Graham Walker received his Honors B.Sc. from Carleton University in Ottawa, Ontario, and his Ph.D. from the University of Illinois at Urbana-Champaign. He conducted postdoctoral research at the University of California, Berkeley, and joined MIT’s biology department in 1976. He is an affiliate member of MIT’s Koch Institute of Integrative Cancer Research. Walker was elected to the National Academy of Sciences in 2013 and is an American Cancer Society Professor and Howard Hughes Medical Institute Professor. He is a fellow of the American Academy of Arts and Sciences, the American Association for the Advancement of Science and the American Academy of Microbiology. He has also received other awards, including an Environmental Mutagen Society Award, a John Simon Guggenheim Memorial Fellowship and a Woodrow Wilson Fellowship. Walker is a MacVicar Faculty Fellow for his undergraduate teaching. Walker was editor and then editor-in-chief of the Journal of Bacteriology for 16 years, and coauthored DNA Repair and Mutagenesis (ASM Press).

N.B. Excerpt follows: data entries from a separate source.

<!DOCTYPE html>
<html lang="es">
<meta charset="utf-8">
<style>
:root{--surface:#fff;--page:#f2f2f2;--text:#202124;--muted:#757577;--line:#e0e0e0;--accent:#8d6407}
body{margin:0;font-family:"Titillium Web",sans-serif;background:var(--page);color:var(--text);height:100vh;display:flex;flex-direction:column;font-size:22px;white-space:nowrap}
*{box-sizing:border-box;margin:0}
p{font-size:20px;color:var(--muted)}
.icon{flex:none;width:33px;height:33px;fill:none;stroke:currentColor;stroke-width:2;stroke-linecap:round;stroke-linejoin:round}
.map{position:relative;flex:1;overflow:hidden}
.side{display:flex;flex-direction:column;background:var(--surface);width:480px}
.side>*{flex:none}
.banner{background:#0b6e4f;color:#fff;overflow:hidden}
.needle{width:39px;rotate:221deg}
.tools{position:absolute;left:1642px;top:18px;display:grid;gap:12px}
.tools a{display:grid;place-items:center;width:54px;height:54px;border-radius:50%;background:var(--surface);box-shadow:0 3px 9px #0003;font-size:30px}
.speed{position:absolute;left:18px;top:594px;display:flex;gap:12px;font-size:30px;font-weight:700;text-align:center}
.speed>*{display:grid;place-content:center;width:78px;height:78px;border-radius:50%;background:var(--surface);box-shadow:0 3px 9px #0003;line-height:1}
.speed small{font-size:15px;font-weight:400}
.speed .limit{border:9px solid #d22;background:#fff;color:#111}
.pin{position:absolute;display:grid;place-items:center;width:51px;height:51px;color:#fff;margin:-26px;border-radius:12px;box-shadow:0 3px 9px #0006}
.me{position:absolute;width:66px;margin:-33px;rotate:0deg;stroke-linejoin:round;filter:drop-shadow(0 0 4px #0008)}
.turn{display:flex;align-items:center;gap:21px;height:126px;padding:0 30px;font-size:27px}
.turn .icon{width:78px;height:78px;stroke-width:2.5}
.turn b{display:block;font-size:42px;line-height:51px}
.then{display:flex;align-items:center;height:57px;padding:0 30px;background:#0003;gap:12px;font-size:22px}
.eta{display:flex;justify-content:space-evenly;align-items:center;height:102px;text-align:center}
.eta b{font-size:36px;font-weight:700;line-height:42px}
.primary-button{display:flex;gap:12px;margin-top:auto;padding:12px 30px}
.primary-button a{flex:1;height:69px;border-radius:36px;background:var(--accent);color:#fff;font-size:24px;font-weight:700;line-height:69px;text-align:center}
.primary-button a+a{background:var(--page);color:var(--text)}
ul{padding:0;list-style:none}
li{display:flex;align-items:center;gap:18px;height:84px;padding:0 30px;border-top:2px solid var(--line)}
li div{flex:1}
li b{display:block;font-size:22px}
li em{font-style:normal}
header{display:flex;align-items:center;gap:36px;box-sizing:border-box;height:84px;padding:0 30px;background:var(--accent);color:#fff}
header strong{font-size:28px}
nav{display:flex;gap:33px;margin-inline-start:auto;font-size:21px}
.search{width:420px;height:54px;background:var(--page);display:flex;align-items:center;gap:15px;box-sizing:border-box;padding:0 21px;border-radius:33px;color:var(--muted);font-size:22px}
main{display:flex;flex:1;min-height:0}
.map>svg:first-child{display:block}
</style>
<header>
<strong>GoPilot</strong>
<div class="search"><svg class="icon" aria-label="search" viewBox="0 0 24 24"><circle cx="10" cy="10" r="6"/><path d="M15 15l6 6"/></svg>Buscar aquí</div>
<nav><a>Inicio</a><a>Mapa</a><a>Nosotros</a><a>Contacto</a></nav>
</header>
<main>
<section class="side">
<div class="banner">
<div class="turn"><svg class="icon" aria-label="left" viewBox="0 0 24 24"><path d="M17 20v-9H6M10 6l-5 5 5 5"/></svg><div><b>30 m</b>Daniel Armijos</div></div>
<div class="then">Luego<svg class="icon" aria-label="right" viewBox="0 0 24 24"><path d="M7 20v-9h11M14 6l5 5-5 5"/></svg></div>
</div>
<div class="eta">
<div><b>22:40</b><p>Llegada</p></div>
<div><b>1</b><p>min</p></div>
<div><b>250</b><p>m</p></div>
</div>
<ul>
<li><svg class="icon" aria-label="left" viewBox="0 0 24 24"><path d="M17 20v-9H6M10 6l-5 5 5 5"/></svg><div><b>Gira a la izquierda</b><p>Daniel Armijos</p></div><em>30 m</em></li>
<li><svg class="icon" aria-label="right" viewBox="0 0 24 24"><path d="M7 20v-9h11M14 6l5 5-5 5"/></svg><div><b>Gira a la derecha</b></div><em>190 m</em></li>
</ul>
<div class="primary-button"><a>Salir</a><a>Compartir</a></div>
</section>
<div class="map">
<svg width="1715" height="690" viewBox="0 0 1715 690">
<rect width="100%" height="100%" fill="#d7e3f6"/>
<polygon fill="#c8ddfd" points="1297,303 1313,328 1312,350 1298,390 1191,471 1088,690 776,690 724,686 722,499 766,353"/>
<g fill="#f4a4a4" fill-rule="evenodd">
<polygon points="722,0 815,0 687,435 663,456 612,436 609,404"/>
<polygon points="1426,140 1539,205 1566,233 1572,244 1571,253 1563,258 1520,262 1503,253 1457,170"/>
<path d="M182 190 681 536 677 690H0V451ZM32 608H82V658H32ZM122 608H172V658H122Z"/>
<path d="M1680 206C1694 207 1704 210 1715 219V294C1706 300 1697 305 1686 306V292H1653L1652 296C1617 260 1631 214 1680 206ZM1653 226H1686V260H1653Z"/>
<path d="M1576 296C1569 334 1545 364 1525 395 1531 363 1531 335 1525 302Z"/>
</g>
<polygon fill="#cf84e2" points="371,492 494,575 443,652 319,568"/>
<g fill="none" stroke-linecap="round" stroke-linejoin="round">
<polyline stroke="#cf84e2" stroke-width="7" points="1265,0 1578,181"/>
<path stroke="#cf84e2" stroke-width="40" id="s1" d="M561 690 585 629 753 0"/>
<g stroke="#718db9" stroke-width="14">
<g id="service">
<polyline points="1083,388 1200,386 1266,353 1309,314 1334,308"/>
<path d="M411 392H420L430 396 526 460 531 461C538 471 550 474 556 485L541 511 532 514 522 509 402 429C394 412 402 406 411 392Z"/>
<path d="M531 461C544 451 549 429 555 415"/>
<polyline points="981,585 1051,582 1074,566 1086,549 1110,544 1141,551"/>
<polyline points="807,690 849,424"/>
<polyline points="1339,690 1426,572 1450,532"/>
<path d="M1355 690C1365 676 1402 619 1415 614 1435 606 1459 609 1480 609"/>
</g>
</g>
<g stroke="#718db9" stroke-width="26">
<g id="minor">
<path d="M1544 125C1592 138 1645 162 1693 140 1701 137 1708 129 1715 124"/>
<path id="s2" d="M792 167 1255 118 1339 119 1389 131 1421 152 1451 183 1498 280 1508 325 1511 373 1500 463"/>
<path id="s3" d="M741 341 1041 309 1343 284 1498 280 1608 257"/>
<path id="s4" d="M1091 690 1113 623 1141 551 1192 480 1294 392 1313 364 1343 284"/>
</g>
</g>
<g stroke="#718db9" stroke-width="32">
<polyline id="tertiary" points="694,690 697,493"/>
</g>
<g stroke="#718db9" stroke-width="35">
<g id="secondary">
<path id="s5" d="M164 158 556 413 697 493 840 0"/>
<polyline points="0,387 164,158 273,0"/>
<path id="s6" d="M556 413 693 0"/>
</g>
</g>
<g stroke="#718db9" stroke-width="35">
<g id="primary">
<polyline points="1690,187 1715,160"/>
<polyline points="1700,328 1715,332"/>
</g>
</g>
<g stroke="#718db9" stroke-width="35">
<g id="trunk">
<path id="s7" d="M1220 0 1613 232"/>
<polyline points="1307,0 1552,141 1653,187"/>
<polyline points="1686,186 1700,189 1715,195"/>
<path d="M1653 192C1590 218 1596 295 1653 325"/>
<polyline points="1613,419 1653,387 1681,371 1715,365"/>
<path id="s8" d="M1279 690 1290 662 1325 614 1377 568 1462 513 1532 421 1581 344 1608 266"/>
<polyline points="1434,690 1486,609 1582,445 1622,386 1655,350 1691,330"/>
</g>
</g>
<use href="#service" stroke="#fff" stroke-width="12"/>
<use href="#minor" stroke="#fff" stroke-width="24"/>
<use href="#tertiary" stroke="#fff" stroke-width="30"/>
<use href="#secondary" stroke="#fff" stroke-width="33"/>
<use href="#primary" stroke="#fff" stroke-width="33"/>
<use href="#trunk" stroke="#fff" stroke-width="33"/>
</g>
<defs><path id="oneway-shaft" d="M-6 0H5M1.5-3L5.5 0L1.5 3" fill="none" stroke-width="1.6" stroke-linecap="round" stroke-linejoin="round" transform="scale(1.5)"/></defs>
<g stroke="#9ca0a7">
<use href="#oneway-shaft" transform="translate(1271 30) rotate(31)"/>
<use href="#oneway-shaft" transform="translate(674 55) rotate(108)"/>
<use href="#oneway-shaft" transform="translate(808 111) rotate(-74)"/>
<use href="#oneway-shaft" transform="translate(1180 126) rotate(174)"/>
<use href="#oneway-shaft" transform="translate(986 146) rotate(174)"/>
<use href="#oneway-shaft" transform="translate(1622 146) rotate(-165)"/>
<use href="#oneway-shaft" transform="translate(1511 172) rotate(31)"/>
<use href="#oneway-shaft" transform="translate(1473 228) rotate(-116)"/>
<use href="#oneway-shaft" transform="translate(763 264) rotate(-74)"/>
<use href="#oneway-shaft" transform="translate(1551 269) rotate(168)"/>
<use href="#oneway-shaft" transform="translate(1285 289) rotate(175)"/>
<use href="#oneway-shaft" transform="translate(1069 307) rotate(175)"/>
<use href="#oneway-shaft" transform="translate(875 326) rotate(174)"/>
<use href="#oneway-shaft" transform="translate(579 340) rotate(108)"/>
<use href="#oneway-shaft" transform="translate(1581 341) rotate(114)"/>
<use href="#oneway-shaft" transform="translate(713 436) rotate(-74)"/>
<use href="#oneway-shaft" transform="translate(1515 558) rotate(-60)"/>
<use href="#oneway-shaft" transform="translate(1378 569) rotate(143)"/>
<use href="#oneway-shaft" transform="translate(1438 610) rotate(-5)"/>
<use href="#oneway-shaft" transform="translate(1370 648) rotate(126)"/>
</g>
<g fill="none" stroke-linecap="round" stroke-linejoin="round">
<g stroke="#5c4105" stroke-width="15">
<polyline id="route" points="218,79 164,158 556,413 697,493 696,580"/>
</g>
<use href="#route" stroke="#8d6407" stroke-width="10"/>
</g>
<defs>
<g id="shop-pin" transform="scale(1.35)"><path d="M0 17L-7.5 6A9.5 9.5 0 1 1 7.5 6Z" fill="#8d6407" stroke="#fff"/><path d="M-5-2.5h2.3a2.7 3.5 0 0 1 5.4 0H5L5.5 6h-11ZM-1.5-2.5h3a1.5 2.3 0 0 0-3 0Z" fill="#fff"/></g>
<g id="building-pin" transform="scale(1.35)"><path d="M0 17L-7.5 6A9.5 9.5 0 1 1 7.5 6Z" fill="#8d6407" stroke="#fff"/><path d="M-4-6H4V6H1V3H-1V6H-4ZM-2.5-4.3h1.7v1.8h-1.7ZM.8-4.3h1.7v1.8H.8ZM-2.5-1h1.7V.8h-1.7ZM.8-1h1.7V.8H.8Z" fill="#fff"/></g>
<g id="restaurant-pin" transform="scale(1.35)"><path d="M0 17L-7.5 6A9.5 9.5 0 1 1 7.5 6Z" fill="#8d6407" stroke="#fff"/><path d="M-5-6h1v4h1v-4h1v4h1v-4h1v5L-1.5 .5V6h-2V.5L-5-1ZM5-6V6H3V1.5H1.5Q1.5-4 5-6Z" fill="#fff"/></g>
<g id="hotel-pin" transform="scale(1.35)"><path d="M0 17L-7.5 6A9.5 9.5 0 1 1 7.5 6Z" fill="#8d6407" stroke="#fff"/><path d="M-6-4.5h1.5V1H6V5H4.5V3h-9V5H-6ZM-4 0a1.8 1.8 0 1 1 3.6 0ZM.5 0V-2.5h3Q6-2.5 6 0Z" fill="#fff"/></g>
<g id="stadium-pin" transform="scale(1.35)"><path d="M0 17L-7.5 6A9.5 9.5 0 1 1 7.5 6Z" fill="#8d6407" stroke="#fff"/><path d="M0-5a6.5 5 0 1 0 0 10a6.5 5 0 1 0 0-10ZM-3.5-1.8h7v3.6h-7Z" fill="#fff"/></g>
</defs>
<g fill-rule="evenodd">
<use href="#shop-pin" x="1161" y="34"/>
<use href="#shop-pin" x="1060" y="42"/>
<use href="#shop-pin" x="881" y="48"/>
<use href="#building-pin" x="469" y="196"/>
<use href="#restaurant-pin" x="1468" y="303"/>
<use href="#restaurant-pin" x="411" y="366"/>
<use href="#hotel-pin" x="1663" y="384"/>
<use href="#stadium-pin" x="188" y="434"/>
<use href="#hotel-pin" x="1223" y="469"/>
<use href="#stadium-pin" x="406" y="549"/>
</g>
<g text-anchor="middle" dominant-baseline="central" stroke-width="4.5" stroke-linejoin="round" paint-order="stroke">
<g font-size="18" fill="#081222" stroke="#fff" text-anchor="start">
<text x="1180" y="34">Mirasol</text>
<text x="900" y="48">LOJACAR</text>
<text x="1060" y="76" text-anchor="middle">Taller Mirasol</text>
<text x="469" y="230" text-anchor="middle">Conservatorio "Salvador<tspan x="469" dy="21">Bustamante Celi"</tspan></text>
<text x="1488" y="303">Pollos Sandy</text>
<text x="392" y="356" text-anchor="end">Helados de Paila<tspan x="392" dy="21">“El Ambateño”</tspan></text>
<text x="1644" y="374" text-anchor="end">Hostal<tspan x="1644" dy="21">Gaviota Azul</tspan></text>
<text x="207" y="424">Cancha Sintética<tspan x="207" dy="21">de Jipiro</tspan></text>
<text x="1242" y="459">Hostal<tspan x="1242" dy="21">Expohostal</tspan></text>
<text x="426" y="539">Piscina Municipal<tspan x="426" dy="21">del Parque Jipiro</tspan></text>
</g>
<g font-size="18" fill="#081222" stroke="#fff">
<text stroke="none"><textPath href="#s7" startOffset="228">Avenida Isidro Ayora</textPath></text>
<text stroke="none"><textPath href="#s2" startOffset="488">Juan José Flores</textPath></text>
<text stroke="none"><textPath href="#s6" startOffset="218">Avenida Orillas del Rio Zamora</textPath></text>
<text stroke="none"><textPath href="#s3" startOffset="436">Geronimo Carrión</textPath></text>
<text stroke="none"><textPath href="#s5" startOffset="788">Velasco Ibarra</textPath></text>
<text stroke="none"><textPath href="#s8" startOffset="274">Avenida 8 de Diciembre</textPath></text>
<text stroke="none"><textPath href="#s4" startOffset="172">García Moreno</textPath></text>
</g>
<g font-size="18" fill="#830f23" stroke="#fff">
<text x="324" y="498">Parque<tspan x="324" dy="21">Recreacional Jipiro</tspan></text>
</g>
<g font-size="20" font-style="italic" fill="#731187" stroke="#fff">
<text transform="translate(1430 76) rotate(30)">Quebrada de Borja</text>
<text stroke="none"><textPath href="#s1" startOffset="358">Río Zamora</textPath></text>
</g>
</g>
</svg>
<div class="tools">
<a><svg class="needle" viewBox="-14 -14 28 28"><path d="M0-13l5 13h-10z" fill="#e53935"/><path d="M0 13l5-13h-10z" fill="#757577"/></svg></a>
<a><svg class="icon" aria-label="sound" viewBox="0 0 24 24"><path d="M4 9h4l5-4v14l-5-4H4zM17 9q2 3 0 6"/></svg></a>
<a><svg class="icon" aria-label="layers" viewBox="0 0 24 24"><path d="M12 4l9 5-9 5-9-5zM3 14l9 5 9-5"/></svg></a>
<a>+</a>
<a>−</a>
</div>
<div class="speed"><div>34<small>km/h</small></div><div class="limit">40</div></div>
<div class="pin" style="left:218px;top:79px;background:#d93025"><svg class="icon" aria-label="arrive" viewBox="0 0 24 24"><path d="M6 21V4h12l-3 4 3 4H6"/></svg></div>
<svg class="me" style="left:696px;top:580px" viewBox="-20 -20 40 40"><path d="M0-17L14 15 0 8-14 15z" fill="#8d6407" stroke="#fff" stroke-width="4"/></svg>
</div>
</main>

Walker has contributed to our understanding of how cells respond to damage to their DNA and the mechanisms they use to repair or tolerate such DNA damage. His lab provided the first direct evidence, in any organism, that physiological responses to DNA damage can be caused by changes in transcription, and that the induced genes encode functions required for DNA repair, mutagenesis and cell cycle checkpoints. Walker was the first to clone and characterize genes encoding translesion synthesis (TLS) DNA polymerases and key mismatch repair proteins. Walker’s recent work has demonstrated that interfering with the function of mammalian error-prone TLS DNA polymerases can aid chemotherapy and has unexpectedly provided insights into the action of bactericidal antibiotics. Walker’s studies of the symbiosis between the nitrogen-fixing bacterium Sinorhizobium meliloti and legumes have provided detailed insights into the molecular mechanisms necessary for the bacteria to establish the chronic infection that underlies the symbiosis. They have also led to the discovery of relationships between rhizobia and chronic intracellular human pathogens and the discovery of the missing step in vitamin B12 biosynthesis. Walker used his HHMI Professorship to run an education group that developed the internationally used, freely available educational software StarBiochem, StarGenetics and StarCellBio.